* ib_post_send in drivers
@ 2009-11-20 16:16 frank zago
[not found] ` <4B06C0EA.2070501-klaOcWyJdxkshyMvu7JE4pqQE7yCjDx5@public.gmane.org>
0 siblings, 1 reply; 9+ messages in thread
From: frank zago @ 2009-11-20 16:16 UTC (permalink / raw)
To: linux-rdma-u79uwXL29TY76Z2rM5mHXA
Hello,
It seems ib_post_send() is implemented slightly differently in the
various hardware drivers (as in kernel 2.6.31). Here are the differences
I've noticed regarding the bad_wr parameter.
amso1100/c2_qp.c : c2_post_send()
* bails out and does not set bad_wr if the 1st check is bad.
cxgb3/iwch_qp.c : post_one_send()
* test for bad_send_wr but it should always be set
cxgb3/iwch_qp.c : iwch_post_send()
* bails out and does not set bad_wr if the 1st 2 checks are bad
ehca/ehca_reqs.c : ehca_post_send()
* bails out and does not set bad_wr if the 1st check is bad.
* test for bad_send_wr but it should always be set
* always return success if at least one post succeeded.
ehca/ehca_reqs.c : post_one_send()
* test for bad_send_wr but it should always be set
nes/nes_verbs.c : nes_post_send()
* bails out and does not set bad_wr if the 1st check is bad.

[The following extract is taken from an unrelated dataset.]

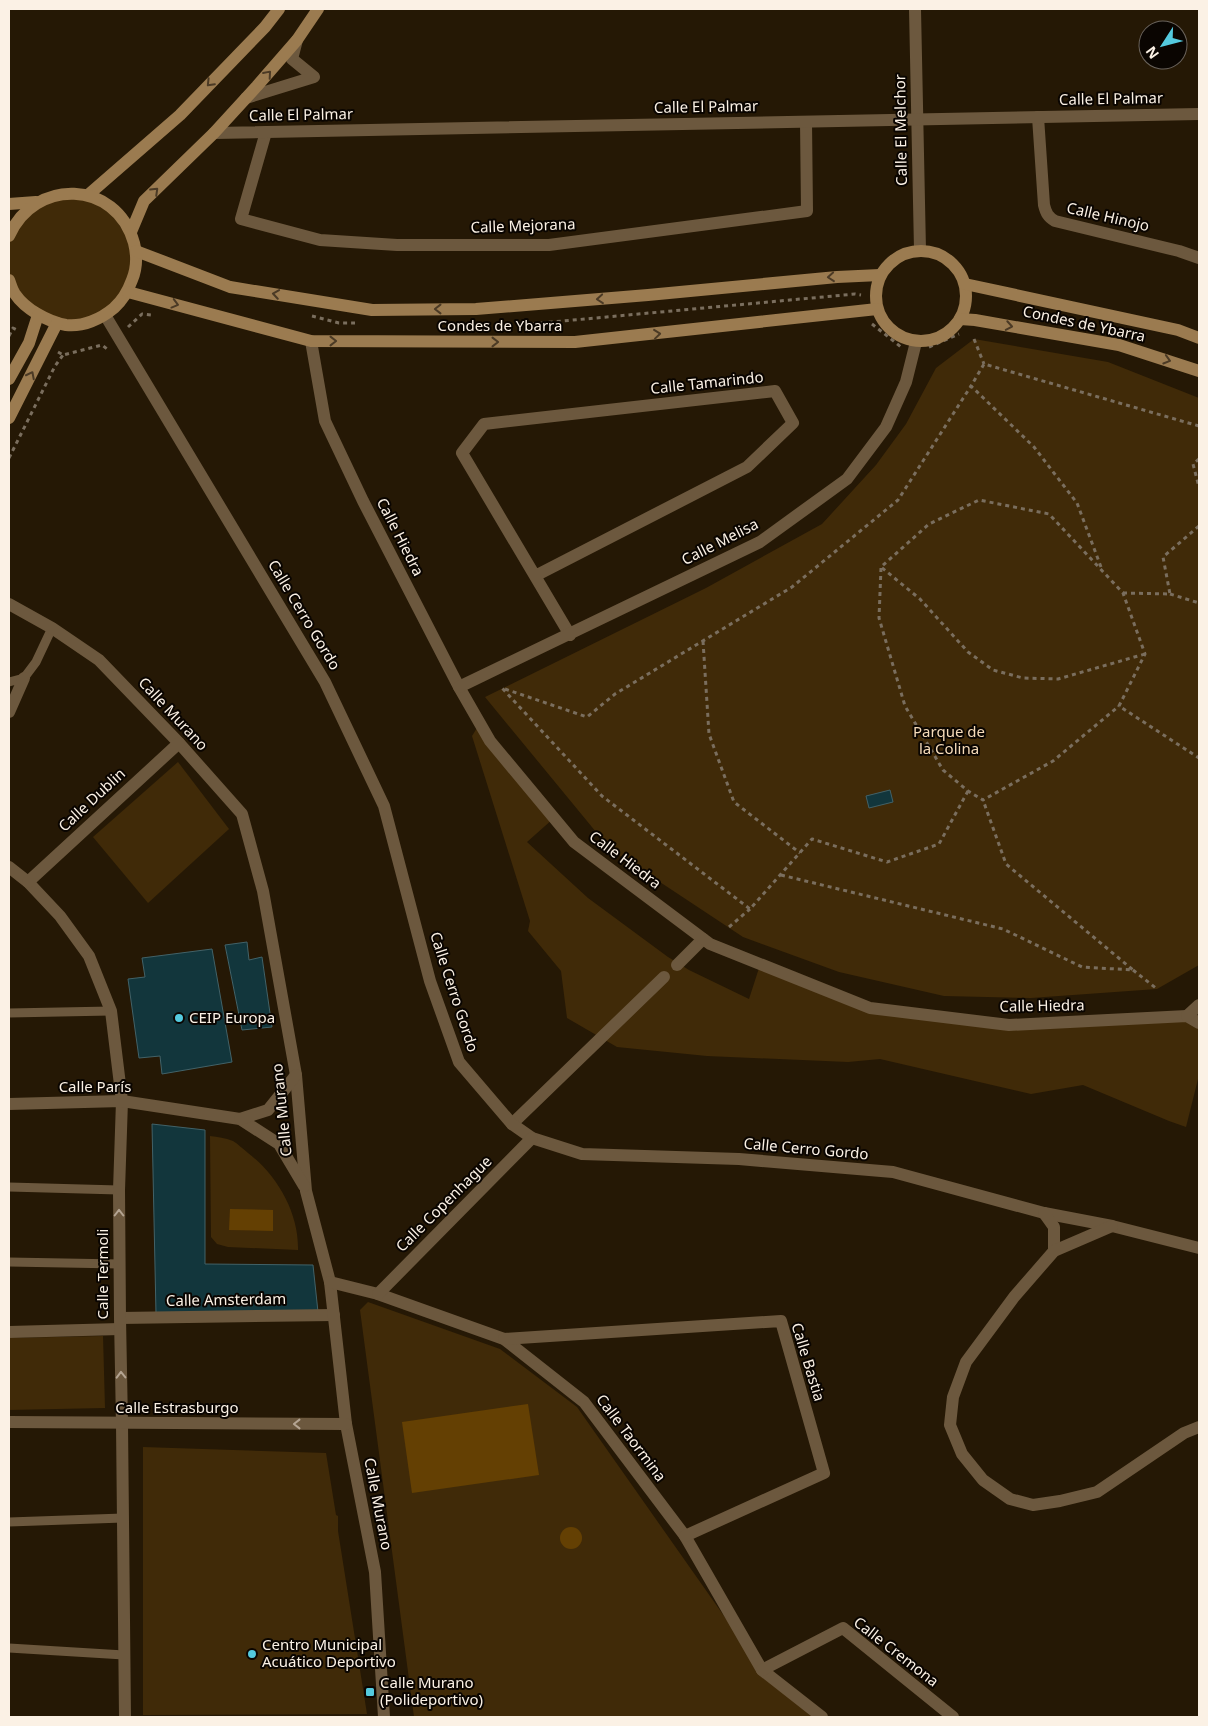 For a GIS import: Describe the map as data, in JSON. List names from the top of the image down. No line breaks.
{"streets":{"main road":["Condes de Ybarra"],"street":["Calle El Palmar","Calle El Melchor","Calle Hinojo","Calle Mejorana","Calle Tamarindo","Calle Hiedra","Calle Melisa","Calle Cerro Gordo","Calle Murano","Calle Dublin","Calle París","Calle Copenhague","Calle Termoli","Calle Amsterdam","Calle Bastia","Calle Estrasburgo","Calle Taormina","Calle Cremona"]},"crossings":[["Calle El Palmar","Calle El Melchor"],["Calle El Palmar","Calle Hinojo"],["Calle El Palmar","Calle Mejorana"],["Calle El Melchor","Condes de Ybarra"],["Calle El Melchor","Calle Melisa"],["Condes de Ybarra","Calle Hiedra"],["Condes de Ybarra","Calle Melisa"],["Calle Tamarindo","Calle Melisa"],["Calle Hiedra","Calle Melisa"],["Calle Cerro Gordo","Calle Copenhague"],["Calle Murano","Calle Dublin"],["Calle Murano","Calle París"],["Calle Murano","Calle Amsterdam"],["Calle Murano","Calle Estrasburgo"],["Calle Murano","Calle Taormina"],["Calle Dublin","Calle Termoli"],["Calle París","Calle Termoli"],["Calle Copenhague","Calle Taormina"],["Calle Termoli","Calle Amsterdam"],["Calle Termoli","Calle Estrasburgo"],["Calle Bastia","Calle Taormina"],["Calle Taormina","Calle Cremona"]],"one_way":["Calle Estrasburgo"],"parks":["Parque de la Colina"],"places":{"other":["CEIP Europa","Centro Municipal Acuático Deportivo"],"transit":["Calle Murano (Polideportivo)"]},"north":"bottom left"}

I think assume most are bugs (especially the ehca driver). I can post a
patch to fix these if confirmed.
Regards,
Frank
--
To unsubscribe from this list: send the line "unsubscribe linux-rdma" in
the body of a message to majordomo-u79uwXL29TY76Z2rM5mHXA@public.gmane.org
More majordomo info at http://vger.kernel.org/majordomo-info.html
^ permalink raw reply [flat|nested] 9+ messages in thread[parent not found: <4B06C0EA.2070501-klaOcWyJdxkshyMvu7JE4pqQE7yCjDx5@public.gmane.org>]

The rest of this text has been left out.